##### TASK INPUT #####

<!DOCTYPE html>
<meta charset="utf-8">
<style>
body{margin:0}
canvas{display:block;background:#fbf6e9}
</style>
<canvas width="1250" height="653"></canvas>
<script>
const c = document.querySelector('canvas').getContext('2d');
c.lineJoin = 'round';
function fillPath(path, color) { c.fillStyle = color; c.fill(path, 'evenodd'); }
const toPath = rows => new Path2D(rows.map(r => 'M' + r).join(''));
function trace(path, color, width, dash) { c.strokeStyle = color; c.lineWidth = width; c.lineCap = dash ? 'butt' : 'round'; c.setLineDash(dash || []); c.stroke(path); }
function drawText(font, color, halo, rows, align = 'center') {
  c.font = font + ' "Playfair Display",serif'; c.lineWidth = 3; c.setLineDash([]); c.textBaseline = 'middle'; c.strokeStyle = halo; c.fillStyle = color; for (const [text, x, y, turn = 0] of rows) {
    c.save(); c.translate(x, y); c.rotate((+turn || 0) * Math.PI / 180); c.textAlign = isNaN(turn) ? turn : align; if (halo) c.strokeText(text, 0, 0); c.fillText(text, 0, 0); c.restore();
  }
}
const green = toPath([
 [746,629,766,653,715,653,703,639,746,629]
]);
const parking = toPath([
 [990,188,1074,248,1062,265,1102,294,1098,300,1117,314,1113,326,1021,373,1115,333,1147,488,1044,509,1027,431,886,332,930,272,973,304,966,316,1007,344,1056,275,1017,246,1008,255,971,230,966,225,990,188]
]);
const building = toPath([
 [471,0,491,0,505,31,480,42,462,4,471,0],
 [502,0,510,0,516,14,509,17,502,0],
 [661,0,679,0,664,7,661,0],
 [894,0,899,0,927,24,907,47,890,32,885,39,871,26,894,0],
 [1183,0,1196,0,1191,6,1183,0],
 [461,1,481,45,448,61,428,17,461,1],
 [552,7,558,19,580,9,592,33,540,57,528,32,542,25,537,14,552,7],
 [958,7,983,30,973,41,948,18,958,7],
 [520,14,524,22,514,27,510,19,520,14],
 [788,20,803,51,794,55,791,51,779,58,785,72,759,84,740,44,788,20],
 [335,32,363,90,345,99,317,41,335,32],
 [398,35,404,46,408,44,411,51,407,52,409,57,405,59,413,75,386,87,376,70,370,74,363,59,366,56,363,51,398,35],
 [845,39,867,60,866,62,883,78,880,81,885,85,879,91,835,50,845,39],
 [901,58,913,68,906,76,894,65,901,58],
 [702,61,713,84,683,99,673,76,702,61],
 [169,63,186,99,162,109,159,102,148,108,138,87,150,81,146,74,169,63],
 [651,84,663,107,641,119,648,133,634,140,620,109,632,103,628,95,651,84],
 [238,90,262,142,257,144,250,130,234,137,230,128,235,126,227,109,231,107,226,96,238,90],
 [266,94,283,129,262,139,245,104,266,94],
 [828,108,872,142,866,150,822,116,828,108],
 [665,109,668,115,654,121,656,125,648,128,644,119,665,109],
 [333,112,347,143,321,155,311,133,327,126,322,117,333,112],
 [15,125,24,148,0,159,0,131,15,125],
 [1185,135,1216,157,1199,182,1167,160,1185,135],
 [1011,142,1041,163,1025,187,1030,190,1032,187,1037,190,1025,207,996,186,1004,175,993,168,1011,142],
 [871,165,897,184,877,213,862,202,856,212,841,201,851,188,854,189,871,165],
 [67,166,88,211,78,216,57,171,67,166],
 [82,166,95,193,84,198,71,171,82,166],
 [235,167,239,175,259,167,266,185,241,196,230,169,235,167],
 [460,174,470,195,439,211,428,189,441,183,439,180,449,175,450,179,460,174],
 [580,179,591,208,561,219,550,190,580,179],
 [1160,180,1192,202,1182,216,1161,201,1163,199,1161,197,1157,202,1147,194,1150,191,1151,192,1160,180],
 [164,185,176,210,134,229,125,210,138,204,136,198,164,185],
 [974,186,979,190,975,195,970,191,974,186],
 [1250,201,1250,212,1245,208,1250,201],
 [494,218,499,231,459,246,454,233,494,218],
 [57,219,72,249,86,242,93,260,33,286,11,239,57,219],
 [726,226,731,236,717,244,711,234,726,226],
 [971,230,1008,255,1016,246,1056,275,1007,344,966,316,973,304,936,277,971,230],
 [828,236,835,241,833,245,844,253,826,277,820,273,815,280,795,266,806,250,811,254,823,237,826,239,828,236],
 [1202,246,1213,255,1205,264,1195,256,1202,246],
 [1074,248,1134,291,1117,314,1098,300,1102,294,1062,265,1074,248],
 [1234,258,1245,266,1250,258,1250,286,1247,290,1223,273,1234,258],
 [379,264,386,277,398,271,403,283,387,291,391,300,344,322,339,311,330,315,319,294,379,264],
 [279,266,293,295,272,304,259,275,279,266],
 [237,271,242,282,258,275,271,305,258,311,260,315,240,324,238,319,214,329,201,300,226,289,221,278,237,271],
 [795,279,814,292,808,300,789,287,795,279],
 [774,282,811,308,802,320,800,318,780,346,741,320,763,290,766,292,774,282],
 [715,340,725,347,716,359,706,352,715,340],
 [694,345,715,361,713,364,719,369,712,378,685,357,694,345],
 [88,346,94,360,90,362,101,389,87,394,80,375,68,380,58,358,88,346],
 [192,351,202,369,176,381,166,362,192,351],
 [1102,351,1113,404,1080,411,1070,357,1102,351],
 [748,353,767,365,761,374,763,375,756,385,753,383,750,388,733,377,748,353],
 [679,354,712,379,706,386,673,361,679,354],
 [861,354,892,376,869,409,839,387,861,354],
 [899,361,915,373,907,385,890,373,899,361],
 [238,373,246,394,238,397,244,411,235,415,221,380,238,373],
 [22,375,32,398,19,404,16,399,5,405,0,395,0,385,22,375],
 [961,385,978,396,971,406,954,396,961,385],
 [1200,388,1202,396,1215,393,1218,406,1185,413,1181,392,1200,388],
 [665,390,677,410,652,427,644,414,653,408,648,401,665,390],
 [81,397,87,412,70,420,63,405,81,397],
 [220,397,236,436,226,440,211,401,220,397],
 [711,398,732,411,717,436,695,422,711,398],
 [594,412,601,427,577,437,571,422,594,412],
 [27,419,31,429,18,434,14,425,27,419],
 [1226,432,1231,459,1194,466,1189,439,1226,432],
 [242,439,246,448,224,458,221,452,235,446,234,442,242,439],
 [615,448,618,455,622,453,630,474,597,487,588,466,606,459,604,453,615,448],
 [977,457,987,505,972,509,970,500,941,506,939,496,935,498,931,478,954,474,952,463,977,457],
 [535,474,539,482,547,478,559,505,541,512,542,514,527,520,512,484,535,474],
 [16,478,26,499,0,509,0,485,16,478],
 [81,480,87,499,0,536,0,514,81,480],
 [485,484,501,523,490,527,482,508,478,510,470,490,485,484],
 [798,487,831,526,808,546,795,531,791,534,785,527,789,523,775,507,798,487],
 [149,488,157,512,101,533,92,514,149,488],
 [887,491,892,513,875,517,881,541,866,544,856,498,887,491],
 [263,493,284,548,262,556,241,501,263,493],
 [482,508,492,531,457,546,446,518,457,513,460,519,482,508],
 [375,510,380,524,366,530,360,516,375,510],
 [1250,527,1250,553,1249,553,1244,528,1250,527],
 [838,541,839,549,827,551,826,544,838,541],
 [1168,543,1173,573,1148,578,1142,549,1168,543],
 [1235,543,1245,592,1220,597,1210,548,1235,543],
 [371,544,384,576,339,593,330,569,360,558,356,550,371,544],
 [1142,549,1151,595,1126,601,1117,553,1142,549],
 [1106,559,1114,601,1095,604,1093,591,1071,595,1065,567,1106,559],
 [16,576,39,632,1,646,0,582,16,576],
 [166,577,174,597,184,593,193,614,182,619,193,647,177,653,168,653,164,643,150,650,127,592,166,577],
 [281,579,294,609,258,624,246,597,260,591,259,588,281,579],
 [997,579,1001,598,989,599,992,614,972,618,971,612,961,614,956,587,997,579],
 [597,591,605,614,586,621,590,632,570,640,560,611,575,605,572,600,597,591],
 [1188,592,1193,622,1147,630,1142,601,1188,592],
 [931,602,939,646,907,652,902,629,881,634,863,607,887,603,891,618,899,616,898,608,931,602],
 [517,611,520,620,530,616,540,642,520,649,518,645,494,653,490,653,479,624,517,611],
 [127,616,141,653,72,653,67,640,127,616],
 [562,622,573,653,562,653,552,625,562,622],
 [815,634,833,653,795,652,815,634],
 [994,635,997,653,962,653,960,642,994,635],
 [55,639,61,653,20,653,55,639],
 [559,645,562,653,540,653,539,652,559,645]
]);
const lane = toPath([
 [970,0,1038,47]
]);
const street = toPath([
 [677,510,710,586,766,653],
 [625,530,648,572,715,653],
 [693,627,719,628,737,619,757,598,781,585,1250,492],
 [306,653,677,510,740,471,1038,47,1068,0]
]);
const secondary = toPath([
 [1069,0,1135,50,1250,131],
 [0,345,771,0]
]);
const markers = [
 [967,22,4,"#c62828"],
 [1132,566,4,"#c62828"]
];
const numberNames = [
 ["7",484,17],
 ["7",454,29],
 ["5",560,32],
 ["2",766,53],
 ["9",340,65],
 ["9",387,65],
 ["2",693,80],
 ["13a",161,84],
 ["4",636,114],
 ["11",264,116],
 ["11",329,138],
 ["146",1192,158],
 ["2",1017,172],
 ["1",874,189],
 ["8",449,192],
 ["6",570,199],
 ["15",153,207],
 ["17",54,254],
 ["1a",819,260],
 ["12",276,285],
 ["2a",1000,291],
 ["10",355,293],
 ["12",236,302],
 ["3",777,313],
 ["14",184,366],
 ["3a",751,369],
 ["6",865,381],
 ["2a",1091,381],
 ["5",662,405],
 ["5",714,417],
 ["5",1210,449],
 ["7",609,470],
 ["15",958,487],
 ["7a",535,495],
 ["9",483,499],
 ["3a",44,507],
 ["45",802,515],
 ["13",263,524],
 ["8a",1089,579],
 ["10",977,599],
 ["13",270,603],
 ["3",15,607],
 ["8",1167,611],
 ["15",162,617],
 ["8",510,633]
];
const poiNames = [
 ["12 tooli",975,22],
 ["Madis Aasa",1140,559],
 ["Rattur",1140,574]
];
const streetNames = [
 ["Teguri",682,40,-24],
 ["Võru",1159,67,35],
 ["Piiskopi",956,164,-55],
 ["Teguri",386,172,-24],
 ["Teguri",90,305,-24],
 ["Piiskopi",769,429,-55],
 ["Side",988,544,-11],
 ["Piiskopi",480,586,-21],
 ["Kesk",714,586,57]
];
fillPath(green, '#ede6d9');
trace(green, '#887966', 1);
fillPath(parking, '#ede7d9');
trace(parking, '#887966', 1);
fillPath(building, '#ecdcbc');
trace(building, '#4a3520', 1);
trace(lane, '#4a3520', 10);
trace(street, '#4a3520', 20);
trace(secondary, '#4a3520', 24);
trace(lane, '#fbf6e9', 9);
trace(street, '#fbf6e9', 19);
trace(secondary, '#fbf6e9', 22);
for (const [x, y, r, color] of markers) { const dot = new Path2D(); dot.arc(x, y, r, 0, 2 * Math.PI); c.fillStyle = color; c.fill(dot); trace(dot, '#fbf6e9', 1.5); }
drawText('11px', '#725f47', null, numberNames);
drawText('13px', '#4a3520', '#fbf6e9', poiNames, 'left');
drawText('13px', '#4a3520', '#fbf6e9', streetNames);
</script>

#####

-- DIRECTIONS --
Using the data above, restate word for word the lines from its opening line through the line that contains "c.font = font", and no more.

-- EXERCISE RESPONSE --
<!DOCTYPE html>
<meta charset="utf-8">
<style>
body{margin:0}
canvas{display:block;background:#fbf6e9}
</style>
<canvas width="1250" height="653"></canvas>
<script>
const c = document.querySelector('canvas').getContext('2d');
c.lineJoin = 'round';
function fillPath(path, color) { c.fillStyle = color; c.fill(path, 'evenodd'); }
const toPath = rows => new Path2D(rows.map(r => 'M' + r).join(''));
function trace(path, color, width, dash) { c.strokeStyle = color; c.lineWidth = width; c.lineCap = dash ? 'butt' : 'round'; c.setLineDash(dash || []); c.stroke(path); }
function drawText(font, color, halo, rows, align = 'center') {
  c.font = font + ' "Playfair Display",serif'; c.lineWidth = 3; c.setLineDash([]); c.textBaseline = 'middle'; c.strokeStyle = halo; c.fillStyle = color; for (const [text, x, y, turn = 0] of rows) {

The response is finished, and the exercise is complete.